(Dataset entries)
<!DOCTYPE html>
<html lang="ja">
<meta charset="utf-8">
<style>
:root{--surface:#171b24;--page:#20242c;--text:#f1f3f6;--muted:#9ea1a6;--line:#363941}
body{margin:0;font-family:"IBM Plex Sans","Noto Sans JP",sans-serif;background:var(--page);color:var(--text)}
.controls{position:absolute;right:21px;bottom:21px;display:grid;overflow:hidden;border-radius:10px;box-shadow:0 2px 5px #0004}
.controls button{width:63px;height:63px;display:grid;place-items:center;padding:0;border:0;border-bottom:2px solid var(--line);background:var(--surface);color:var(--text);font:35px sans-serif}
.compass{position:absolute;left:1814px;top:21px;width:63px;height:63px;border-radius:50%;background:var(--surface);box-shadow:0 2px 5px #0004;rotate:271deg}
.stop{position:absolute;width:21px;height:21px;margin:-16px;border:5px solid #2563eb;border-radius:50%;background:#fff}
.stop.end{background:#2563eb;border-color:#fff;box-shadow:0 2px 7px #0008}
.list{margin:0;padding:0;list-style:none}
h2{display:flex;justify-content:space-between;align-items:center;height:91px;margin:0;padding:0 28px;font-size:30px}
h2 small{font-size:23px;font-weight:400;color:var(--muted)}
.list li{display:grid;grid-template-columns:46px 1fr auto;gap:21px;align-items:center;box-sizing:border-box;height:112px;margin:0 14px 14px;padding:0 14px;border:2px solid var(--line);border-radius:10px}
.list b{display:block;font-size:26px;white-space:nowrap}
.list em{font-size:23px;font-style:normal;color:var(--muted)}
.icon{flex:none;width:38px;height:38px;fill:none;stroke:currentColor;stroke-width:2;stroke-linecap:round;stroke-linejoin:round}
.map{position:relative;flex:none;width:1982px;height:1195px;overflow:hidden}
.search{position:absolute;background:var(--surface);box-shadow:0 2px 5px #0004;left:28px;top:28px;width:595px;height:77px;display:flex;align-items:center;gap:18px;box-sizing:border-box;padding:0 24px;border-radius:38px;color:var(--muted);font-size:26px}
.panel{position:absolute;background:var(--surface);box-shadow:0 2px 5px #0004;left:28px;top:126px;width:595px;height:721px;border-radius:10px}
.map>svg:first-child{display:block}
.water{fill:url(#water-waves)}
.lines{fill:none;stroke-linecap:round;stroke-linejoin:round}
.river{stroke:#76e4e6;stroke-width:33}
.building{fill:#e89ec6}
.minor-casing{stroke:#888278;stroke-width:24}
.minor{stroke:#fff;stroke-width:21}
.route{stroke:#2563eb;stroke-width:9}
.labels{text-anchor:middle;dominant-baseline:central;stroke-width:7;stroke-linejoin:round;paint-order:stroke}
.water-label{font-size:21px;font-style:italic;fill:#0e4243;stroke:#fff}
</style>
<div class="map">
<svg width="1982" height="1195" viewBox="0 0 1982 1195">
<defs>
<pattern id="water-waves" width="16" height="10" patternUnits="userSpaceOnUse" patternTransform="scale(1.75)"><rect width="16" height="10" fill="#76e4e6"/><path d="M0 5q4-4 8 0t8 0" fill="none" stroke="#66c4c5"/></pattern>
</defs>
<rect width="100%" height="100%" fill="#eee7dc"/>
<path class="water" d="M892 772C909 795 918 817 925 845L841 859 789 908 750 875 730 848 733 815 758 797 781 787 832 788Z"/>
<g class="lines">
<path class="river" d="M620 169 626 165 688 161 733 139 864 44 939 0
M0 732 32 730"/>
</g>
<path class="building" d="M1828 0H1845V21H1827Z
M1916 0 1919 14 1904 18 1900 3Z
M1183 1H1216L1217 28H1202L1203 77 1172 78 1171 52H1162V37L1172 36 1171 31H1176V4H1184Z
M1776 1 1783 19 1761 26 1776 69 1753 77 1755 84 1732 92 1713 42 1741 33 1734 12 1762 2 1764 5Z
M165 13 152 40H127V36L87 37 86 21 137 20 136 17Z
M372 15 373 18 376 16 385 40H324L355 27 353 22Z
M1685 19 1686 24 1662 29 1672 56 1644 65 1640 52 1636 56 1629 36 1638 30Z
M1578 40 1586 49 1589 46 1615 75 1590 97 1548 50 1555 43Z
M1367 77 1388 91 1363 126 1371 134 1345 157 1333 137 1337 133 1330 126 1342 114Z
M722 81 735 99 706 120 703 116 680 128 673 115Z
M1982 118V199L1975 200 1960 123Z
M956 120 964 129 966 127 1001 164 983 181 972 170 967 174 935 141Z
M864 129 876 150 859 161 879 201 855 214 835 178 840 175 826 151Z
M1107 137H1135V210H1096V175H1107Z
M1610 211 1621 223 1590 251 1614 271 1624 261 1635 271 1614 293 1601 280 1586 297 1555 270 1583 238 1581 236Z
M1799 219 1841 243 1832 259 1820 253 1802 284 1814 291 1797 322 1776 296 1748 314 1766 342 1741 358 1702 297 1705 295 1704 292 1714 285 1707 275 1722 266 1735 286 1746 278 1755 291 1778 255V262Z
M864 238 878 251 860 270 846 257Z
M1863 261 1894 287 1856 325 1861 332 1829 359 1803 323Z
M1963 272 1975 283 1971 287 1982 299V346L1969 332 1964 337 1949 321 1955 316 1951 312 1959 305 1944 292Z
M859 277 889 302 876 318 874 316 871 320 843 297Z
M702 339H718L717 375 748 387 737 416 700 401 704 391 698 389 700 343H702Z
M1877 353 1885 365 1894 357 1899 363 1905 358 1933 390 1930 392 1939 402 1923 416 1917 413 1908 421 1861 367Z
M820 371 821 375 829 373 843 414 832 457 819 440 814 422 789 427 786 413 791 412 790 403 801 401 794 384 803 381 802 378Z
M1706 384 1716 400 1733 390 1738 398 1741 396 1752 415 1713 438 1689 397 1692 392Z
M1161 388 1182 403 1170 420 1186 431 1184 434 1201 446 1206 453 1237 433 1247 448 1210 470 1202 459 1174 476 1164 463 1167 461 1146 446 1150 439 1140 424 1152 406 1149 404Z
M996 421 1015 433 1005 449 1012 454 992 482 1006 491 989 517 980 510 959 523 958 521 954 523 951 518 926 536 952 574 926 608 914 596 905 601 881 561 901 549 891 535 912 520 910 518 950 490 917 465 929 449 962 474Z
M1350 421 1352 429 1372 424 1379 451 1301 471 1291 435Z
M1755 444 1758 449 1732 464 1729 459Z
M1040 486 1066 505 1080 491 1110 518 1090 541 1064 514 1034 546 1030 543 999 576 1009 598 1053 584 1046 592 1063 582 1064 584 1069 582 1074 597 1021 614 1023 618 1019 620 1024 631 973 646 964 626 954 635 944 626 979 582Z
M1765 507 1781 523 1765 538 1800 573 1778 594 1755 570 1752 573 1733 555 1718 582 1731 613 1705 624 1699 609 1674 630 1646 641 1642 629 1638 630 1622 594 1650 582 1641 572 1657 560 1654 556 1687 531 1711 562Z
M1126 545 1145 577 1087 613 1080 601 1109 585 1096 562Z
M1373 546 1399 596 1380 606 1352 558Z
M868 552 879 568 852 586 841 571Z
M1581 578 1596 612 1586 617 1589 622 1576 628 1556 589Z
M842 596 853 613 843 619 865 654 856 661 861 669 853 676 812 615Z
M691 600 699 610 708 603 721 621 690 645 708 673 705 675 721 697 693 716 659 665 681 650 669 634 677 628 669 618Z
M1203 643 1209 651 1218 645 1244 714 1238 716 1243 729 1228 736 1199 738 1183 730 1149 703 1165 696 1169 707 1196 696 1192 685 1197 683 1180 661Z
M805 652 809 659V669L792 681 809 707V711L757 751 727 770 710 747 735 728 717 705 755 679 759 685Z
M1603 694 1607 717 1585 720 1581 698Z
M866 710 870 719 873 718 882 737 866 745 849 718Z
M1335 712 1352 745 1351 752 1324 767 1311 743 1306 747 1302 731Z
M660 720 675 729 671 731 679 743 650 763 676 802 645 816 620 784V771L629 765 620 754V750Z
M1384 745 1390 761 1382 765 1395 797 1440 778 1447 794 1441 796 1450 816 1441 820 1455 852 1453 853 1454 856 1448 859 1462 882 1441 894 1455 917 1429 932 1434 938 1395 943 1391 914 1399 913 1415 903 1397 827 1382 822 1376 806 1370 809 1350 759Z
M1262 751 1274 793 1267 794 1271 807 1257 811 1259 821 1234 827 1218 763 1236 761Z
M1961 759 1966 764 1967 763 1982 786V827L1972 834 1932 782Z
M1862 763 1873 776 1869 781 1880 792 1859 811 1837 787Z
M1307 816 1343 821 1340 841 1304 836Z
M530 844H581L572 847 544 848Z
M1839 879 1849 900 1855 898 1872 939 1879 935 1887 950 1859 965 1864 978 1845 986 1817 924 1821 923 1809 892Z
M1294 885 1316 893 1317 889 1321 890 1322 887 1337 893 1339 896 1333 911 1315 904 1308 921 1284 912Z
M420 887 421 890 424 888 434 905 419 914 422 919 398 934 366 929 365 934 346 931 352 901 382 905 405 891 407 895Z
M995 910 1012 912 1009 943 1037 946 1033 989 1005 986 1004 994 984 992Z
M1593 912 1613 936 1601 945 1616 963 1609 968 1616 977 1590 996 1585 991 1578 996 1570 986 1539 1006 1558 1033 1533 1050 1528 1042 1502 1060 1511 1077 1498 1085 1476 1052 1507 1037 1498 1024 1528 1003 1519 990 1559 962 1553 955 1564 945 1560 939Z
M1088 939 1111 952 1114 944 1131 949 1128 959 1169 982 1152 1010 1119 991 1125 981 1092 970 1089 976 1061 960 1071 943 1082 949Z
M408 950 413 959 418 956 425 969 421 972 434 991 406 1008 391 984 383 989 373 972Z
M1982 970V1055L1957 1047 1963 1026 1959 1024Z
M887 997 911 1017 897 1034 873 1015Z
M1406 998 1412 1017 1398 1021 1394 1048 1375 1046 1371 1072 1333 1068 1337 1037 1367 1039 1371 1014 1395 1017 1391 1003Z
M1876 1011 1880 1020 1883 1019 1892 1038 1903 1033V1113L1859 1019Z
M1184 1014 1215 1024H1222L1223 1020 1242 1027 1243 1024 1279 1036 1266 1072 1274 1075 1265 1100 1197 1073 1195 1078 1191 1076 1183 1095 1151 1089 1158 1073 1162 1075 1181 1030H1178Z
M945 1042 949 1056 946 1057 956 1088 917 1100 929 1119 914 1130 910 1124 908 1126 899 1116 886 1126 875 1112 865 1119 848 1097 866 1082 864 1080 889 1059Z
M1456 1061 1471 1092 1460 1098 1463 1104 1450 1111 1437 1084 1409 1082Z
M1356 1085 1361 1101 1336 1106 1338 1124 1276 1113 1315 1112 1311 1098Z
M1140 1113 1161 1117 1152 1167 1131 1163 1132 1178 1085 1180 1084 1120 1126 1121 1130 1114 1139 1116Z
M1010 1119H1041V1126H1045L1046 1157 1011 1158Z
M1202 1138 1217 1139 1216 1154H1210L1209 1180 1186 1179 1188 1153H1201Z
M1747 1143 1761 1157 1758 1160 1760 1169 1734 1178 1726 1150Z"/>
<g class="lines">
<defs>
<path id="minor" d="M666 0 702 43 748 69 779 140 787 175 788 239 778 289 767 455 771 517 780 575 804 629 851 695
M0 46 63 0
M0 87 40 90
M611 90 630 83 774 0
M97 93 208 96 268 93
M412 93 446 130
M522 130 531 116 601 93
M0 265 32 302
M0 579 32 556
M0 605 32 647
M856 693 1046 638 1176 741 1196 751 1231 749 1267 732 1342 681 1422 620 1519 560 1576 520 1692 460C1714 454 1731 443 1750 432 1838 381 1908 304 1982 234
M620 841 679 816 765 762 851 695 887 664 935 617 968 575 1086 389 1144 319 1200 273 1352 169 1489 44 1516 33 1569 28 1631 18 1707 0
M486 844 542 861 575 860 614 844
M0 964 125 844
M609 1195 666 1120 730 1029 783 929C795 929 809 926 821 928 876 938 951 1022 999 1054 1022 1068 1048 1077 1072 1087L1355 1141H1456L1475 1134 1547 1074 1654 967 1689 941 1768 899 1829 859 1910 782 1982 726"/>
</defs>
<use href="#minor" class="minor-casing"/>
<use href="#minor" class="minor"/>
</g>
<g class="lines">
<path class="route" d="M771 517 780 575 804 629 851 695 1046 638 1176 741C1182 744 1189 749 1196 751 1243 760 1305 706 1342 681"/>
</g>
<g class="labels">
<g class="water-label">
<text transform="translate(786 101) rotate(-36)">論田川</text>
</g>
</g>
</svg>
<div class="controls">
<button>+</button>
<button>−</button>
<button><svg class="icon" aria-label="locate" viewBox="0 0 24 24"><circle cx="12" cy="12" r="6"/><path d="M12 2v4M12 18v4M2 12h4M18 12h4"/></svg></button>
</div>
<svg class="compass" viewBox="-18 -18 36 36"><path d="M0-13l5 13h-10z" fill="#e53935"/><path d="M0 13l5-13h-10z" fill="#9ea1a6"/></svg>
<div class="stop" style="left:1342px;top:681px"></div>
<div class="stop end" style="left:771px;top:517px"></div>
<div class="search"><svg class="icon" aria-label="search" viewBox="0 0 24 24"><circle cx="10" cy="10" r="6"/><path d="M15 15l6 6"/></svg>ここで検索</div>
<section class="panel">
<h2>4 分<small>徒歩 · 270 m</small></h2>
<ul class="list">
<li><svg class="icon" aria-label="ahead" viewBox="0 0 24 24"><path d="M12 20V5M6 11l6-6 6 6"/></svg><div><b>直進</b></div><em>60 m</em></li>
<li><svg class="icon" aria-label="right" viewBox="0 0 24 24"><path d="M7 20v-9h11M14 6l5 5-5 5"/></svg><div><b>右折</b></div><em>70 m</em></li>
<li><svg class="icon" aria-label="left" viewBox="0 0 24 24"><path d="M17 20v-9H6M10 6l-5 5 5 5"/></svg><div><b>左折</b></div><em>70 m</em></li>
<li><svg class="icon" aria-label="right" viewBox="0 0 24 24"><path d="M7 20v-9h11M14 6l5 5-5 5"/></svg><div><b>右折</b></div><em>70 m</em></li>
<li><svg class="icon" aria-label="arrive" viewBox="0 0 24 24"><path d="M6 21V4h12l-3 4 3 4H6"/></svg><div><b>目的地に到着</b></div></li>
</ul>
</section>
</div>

What to produce. Using the data above, show each line where "compass" occurs.

Your solution.
.compass{position:absolute;left:1814px;top:21px;width:63px;height:63px;border-radius:50%;background:var(--surface);box-shadow:0 2px 5px #0004;rotate:271deg}
<svg class="compass" viewBox="-18 -18 36 36"><path d="M0-13l5 13h-10z" fill="#e53935"/><path d="M0 13l5-13h-10z" fill="#9ea1a6"/></svg>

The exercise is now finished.